** DATA EXCERPTS **

=== Begin Enclosure ===

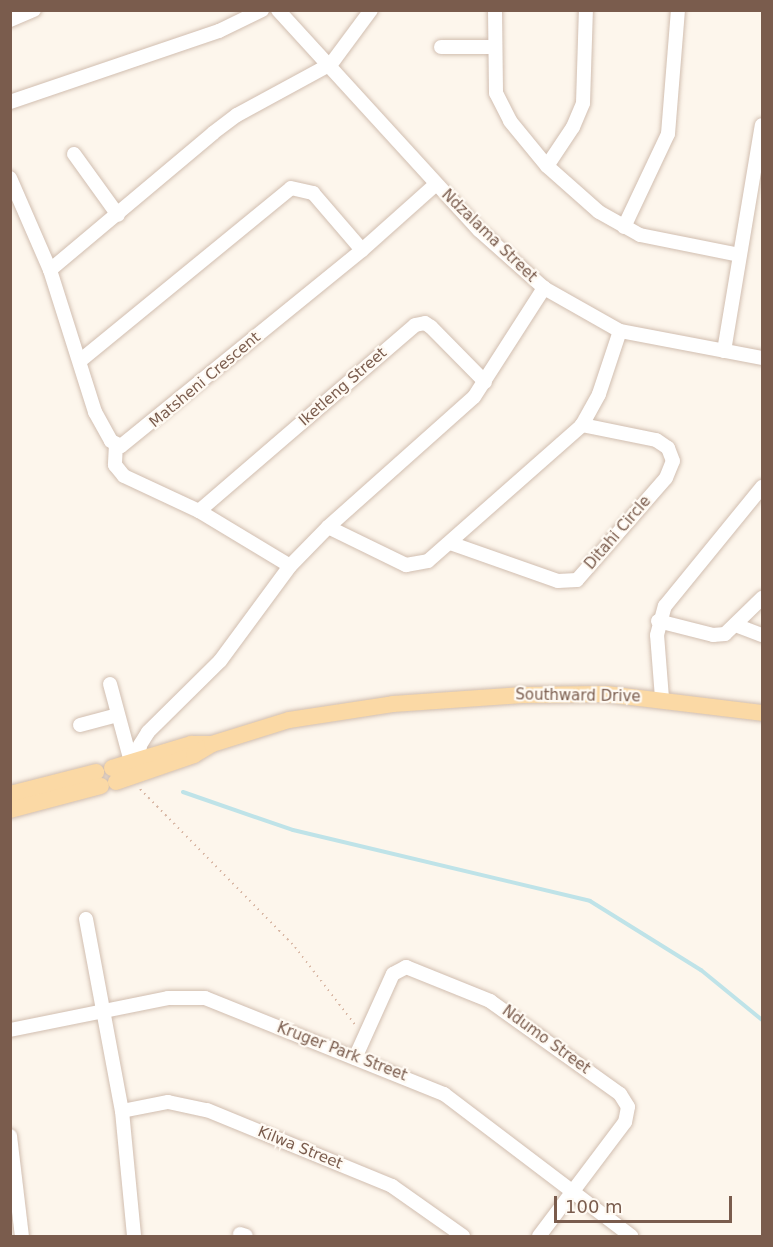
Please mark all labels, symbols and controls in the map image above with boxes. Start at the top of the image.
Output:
street label: Ndzalama Street [438,186,540,286]
street label: Matsheni Crescent [146,328,264,432]
street label: Iketleng Street [295,344,391,430]
street label: Ditahi Circle [581,493,655,573]
street label: Southward Drive [515,686,641,706]
street label: Ndumo Street [498,1002,594,1078]
street label: Kruger Park Street [274,1019,410,1085]
street label: Kilwa Street [255,1123,345,1173]
scale bar [557,1184,736,1222]
text: 100 m [565,1196,623,1217]

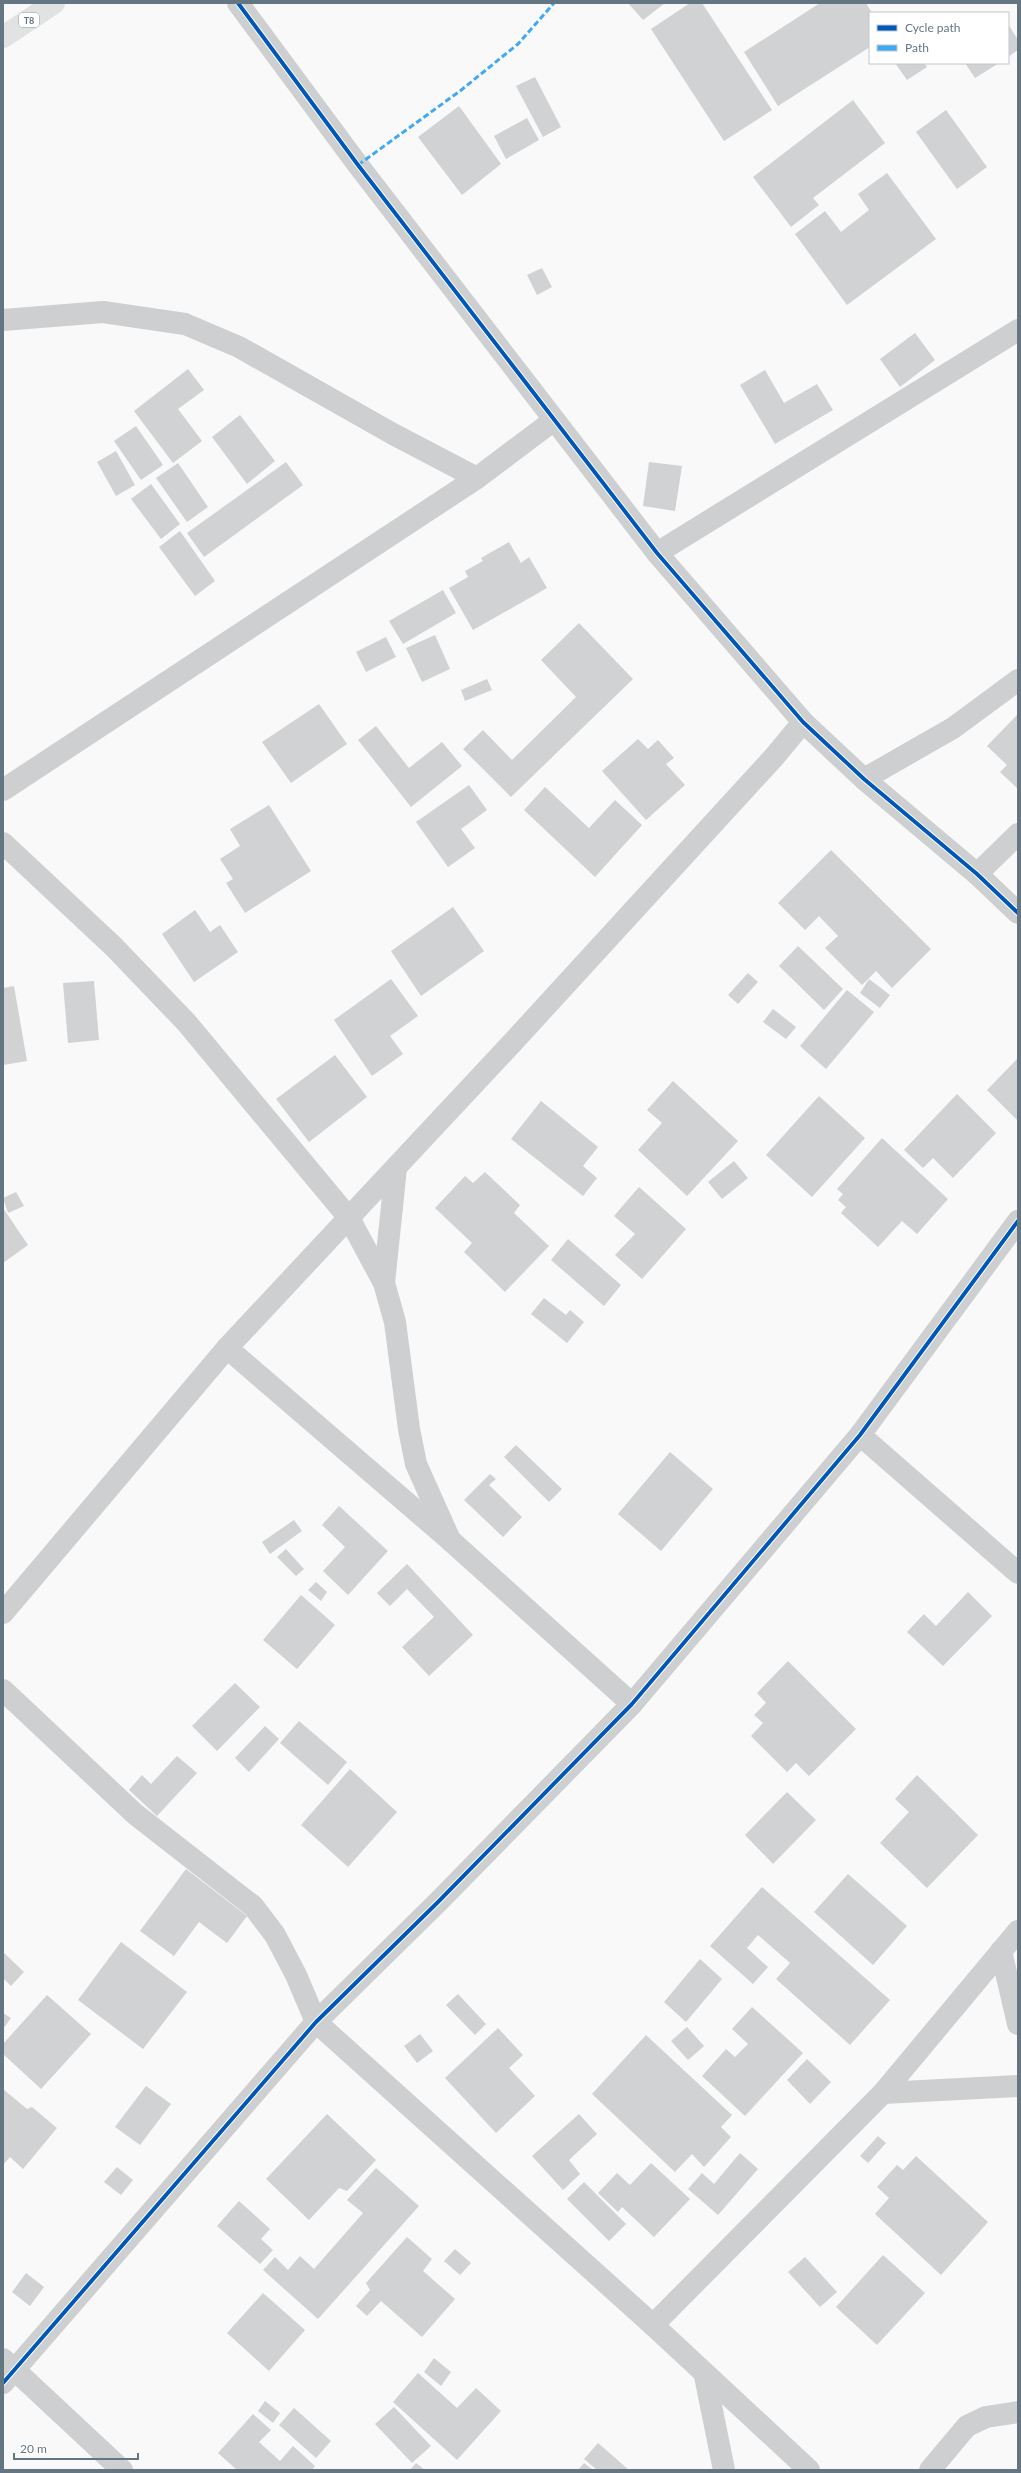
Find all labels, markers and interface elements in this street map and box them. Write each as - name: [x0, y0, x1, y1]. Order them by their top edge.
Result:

=== End Enclosure ===

** PROMPT **
Make an exact copy of the listing above, omitting the pictures.

** RESULT OF THIS EXERCISE **
Please mark all labels, symbols and controls in the map image above with boxes. Start at the top of the image.
Output:
street label: Ndzalama Street [438,186,540,286]
street label: Matsheni Crescent [146,328,264,432]
street label: Iketleng Street [295,344,391,430]
street label: Ditahi Circle [581,493,655,573]
street label: Southward Drive [515,686,641,706]
street label: Ndumo Street [498,1002,594,1078]
street label: Kruger Park Street [274,1019,410,1085]
street label: Kilwa Street [255,1123,345,1173]
scale bar [557,1184,736,1222]
text: 100 m [565,1196,623,1217]

Find all labels, markers and interface elements in this street map and box them. Write each as - name: [x0, y0, x1, y1]. Order them by their top edge.
Result:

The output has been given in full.